I started this assignment by creating a weekly schedule so I would have a guide to follow whilst starting off the HUD design process. My weekly schedule shown here, I tried to keep it as detailed as possible with easy to read sections so I would not lose track of what I was doing.


Alongside following the brief, I started with research on car games and what they normally have to make up a HUD. Then I proceeded to pick a car game I particularly liked, I chose Forza 6 and began looking at the main aspects it entails, as well as taking ideas for my own HUD.

Creating the hud for my game was a new experience for me, I used photoshop to edit my final piece – which is a program i’m familiar with but I did struggle slightly with. For my background i used google maps.
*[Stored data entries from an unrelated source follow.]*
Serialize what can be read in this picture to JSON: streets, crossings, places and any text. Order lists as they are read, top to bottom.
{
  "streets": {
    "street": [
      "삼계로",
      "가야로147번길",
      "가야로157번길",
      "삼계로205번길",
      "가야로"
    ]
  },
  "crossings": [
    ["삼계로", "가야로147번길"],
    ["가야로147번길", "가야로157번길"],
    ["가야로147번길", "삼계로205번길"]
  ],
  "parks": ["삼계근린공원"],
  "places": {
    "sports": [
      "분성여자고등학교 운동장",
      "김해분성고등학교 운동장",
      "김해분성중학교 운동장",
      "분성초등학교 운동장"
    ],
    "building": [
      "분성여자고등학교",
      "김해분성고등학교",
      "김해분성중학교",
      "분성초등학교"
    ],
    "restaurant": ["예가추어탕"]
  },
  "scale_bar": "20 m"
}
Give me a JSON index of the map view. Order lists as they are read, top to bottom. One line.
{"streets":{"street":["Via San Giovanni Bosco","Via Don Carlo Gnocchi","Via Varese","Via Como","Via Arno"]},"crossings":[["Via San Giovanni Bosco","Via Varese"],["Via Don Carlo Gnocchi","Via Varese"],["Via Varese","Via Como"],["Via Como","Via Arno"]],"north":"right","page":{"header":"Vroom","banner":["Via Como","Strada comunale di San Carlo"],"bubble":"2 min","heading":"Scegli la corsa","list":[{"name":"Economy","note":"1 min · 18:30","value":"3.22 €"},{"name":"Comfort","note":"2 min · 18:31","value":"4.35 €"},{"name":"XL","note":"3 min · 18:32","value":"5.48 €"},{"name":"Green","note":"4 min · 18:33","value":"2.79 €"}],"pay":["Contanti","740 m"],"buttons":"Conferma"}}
The tools that i used for the HUDS were text tool, shape tool and brush tool.

I began

I based my HUD off the HUD in Forza Motorsport 6 which uses very simple details so you aren’t distracted from the game itself. I wanted to have some similarities but not entirely be a carbon copy, aspects that I was inspired by was the realism in the graphics, and the layout style. I also viewed real life dashboards to give myself an idea of what my HUD would possibly look like.



At the start of the assignment I began sketching in my sketchbook, creating different ideas to eventually be developed in to one whole idea. I started with my team names, calling them White Dragons, Raiders and 21 BOYZ.

Upon naming them I began to draw logos and develop on them further. I then chose a place for my HUD to be based in, I chose China Town as the idea of my game is based around Chinese gangs so I believed it would fit nicely.


After creating the base idea of my game, I created a final design by basing it off Forza motorsport 6, thus producing my own HUD.